From the Letters to the Editor column in the November 1999 Perspectives

Travails of a Part-Time Teacher

Paul Ton, November 1999

To the Editor:

This letter is in reply to your September 1999 article, "1999 AHA Department Survey Shows Increased Hiring of Low-Wage Part-Time Faculty."

I am a part-time instructor in the history department at Metropolitan State College of Denver, a four-year degree granting institution with an enrollment (1999) of c. 18,000 students and a full-time faculty of nearly 400. The history department (fall 1999) has a student enrollment of over 3,000 and a faculty of 14 full-time and 28 part-time instructors.

As a part-time instructor with 10 years experience at the college and a PhD in history, I am teaching three classes (two upper division and one lower). A full-time load at our institution is four classes. Part-time pay for teaching a three-semester-hour course is $1,800. There is no tenure and we serve at the whim of the department chair with no consideration given for possible full-time employment.

There are no fringe benefits. We do have a retirement plan to which we contribute 8 percent of our salary. Parking costs me $276 per semester. In addition to the usual federal, state, and Medicare taxes, we pay $5.75 per month for the privilege of working in Denver.
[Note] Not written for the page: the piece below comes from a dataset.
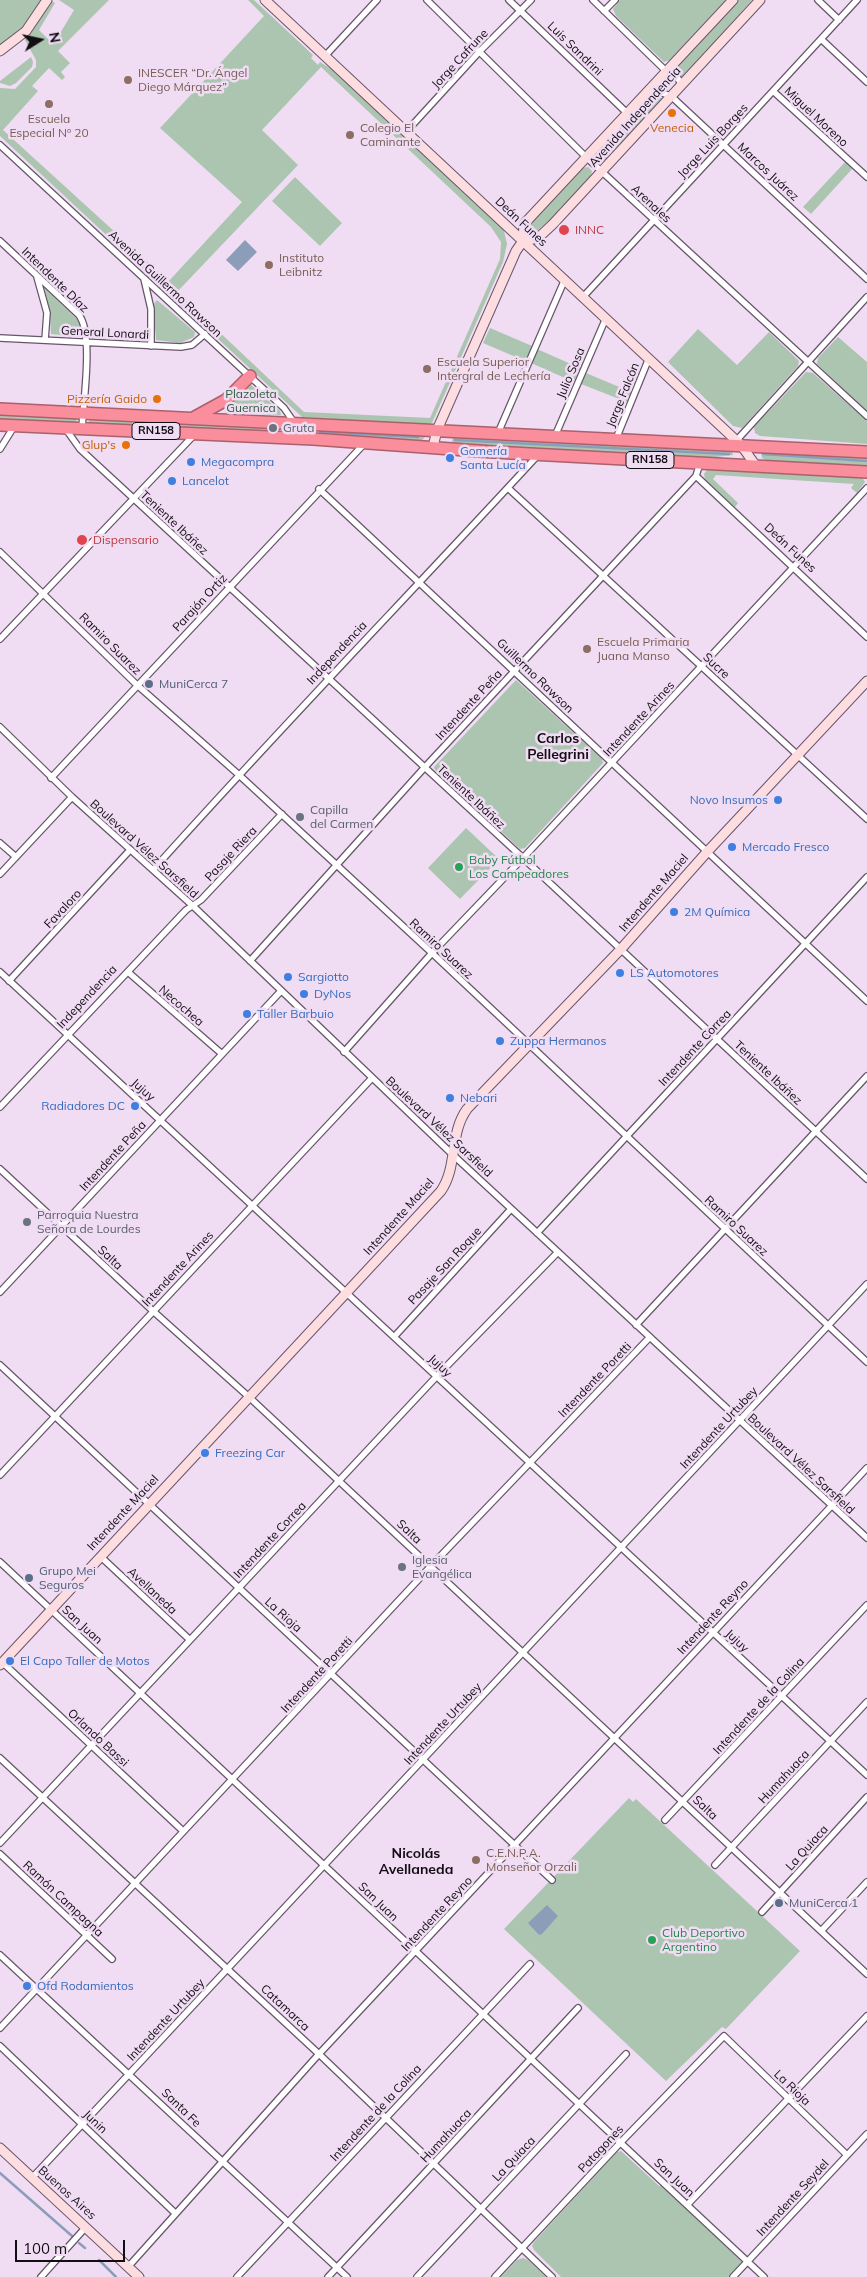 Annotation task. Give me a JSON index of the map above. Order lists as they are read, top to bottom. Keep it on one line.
{"streets":{"highway":["RN158"],"main road":["Avenida Independencia","Deán Funes","Intendente Maciel","Buenos Aires"],"street":["Luis Sandrini","Jorge Cafrune","Miguel Moreno","Jorge Luis Borges","Marcos Juárez","Arenales","Intendente Díaz","Avenida Guillermo Rawson","General Lonardi","Julio Sosa","Jorge Falcón","Teniente Ibáñez","Parajón Ortiz","Ramiro Suarez","Independencia","Sucre","Guillermo Rawson","Intendente Peña","Intendente Arines","Boulevard Vélez Sarsfield","Pasaje Riera","Favaloro","Necochea","Intendente Correa","Jujuy","Salta","Pasaje San Roque","Intendente Poretti","Intendente Urtubey","Avellaneda","La Rioja","Intendente Reyno","San Juan","Intendente de la Colina","Orlando Bassi","Humahuaca","La Quiaca","Ramón Campagna","Catamarca","Santa Fe","Junin","Patagones","Intendente Seydel"]},"crossings":[["Luis Sandrini","Jorge Cafrune"],["Luis Sandrini","Avenida Independencia"],["Jorge Cafrune","Arenales"],["Jorge Cafrune","Deán Funes"],["Avenida Independencia","Marcos Juárez"],["Avenida Independencia","Arenales"],["Avenida Independencia","Deán Funes"],["Avenida Independencia","RN158"],["Miguel Moreno","Jorge Luis Borges"],["Jorge Luis Borges","Marcos Juárez"],["Jorge Luis Borges","Arenales"],["Jorge Luis Borges","Deán Funes"],["Deán Funes","Julio Sosa"],["Deán Funes","Jorge Falcón"],["Deán Funes","RN158"],["Deán Funes","Intendente Peña"],["Deán Funes","Intendente Arines"],["Intendente Díaz","General Lonardi"],["Intendente Díaz","RN158"],["Avenida Guillermo Rawson","General Lonardi"],["Avenida Guillermo Rawson","RN158"],["Julio Sosa","RN158"],["Jorge Falcón","RN158"],["RN158","Teniente Ibáñez"],["RN158","Parajón Ortiz"],["RN158","Independencia"],["RN158","Intendente Peña"],["Teniente Ibáñez","Parajón Ortiz"],["Teniente Ibáñez","Independencia"],["Teniente Ibáñez","Intendente Peña"],["Teniente Ibáñez","Intendente Arines"],["Teniente Ibáñez","Intendente Maciel"],["Teniente Ibáñez","Intendente Correa"],["Parajón Ortiz","Ramiro Suarez"],["Parajón Ortiz","Guillermo Rawson"],["Parajón Ortiz","Boulevard Vélez Sarsfield"],["Ramiro Suarez","Independencia"],["Ramiro Suarez","Intendente Peña"],["Ramiro Suarez","Intendente Arines"],["Ramiro Suarez","Pasaje Riera"],["Ramiro Suarez","Intendente Maciel"],["Ramiro Suarez","Intendente Correa"],["Ramiro Suarez","Intendente Urtubey"],["Independencia","Sucre"],["Independencia","Guillermo Rawson"],["Independencia","Boulevard Vélez Sarsfield"],["Independencia","Pasaje Riera"],["Independencia","Necochea"],["Independencia","Jujuy"],["Sucre","Intendente Peña"],["Sucre","Intendente Arines"],["Sucre","Intendente Maciel"],["Guillermo Rawson","Intendente Peña"],["Guillermo Rawson","Intendente Arines"],["Guillermo Rawson","Intendente Maciel"],["Guillermo Rawson","Intendente Correa"],["Intendente Peña","Boulevard Vélez Sarsfield"],["Intendente Peña","Necochea"],["Intendente Peña","Jujuy"],["Intendente Peña","Salta"],["Intendente Arines","Boulevard Vélez Sarsfield"],["Intendente Arines","Jujuy"],["Intendente Arines","Salta"],["Intendente Arines","La Rioja"],["Boulevard Vélez Sarsfield","Pasaje Riera"],["Boulevard Vélez Sarsfield","Intendente Maciel"],["Boulevard Vélez Sarsfield","Favaloro"],["Boulevard Vélez Sarsfield","Intendente Correa"],["Boulevard Vélez Sarsfield","Pasaje San Roque"],["Boulevard Vélez Sarsfield","Intendente Poretti"],["Boulevard Vélez Sarsfield","Intendente Urtubey"],["Boulevard Vélez Sarsfield","Intendente Reyno"],["Intendente Maciel","Jujuy"],["Intendente Maciel","Salta"],["Intendente Maciel","Avellaneda"],["Intendente Maciel","La Rioja"],["Intendente Maciel","San Juan"],["Intendente Maciel","Orlando Bassi"],["Favaloro","Jujuy"],["Intendente Correa","Jujuy"],["Intendente Correa","Salta"],["Intendente Correa","Avellaneda"],["Intendente Correa","La Rioja"],["Intendente Correa","San Juan"],["Intendente Correa","Orlando Bassi"],["Intendente Correa","Catamarca"],["Jujuy","Pasaje San Roque"],["Jujuy","Intendente Poretti"],["Jujuy","Intendente Urtubey"],["Jujuy","Intendente Reyno"],["Jujuy","Intendente de la Colina"],["Jujuy","Humahuaca"],["Salta","Intendente Poretti"],["Salta","Intendente Urtubey"],["Salta","Intendente Reyno"],["Salta","Intendente de la Colina"],["Salta","Humahuaca"],["Salta","La Quiaca"],["Intendente Poretti","La Rioja"],["Intendente Poretti","San Juan"],["Intendente Poretti","Orlando Bassi"],["Intendente Poretti","Ramón Campagna"],["Intendente Poretti","Catamarca"],["Intendente Poretti","Santa Fe"],["Intendente Urtubey","La Rioja"],["Intendente Urtubey","San Juan"],["Intendente Urtubey","Catamarca"],["Intendente Urtubey","Santa Fe"],["Intendente Urtubey","Junin"],["Intendente Urtubey","Buenos Aires"],["La Rioja","Intendente Reyno"],["La Rioja","Patagones"],["La Rioja","Intendente Seydel"],["Intendente Reyno","San Juan"],["Intendente Reyno","Catamarca"],["Intendente Reyno","Santa Fe"],["Intendente Reyno","Junin"],["Intendente Reyno","Buenos Aires"],["San Juan","Intendente de la Colina"],["San Juan","Humahuaca"],["San Juan","La Quiaca"],["San Juan","Patagones"],["San Juan","Intendente Seydel"],["Intendente de la Colina","Catamarca"],["Intendente de la Colina","Santa Fe"],["Humahuaca","Catamarca"],["Humahuaca","Santa Fe"],["La Quiaca","Catamarca"],["Catamarca","Patagones"]],"districts":["Carlos Pellegrini","Nicolás Avellaneda"],"parks":["Plazoleta Guernica"],"places":["INESCER “Dr. Ángel Diego Márquez”","Escuela Especial Nº 20","Venecia","Colegio El Caminante","INNC","Instituto Leibnitz","Escuela Superior Intergral de Lechería","Pizzería Gaido","Gruta","Glup's","Gomería Santa Lucía","Megacompra","Lancelot","Dispensario","Escuela Primaria Juana Manso","MuniCerca 7","Novo Insumos","Capilla del Carmen","Mercado Fresco","Baby Fútbol Los Campeadores","2M Química","LS Automotores","Sargiotto","DyNos","Taller Barbuio","Zuppa Hermanos","Nebari","Radiadores DC","Parroquia Nuestra Señora de Lourdes","Freezing Car","Iglesia Evangélica","Grupo Mei Seguros","El Capo Taller de Motos","C.E.N.P.A. Monseñor Orzali","MuniCerca 1","Club Deportivo Argentino","Ofd Rodamientos"],"scale_bar":"100 m","north":"right"}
We have one room, two desks, and one phone for 28 part-time instructors. I frequently find a student taking a makeup test at the desk I usually use. My individual class load varies from 13 to 55 and I have 100 students in my three classes.

The tuition brought in by the students I teach (and this accounts for only half of the income per student—the rest comes from state grants) frequently exceeds my salary by 4–500%. Tuition and subsidies from my teaching have brought to Metro State over $750,000 in the 10 years I have taught here. Meanwhile I have received less than $80,000. There is little or no interest in improving part-time conditions at the administrative level as the income brought in by part-timers funds all sorts non–income-producing activities.

Why do I teach? Because I enjoy teaching and because the people at the department level are cooperative, friendly, and are among the best friends I have ever had. As for making a living at this profession, I consider my work at Metro State my charitable contribution to the state of Colorado.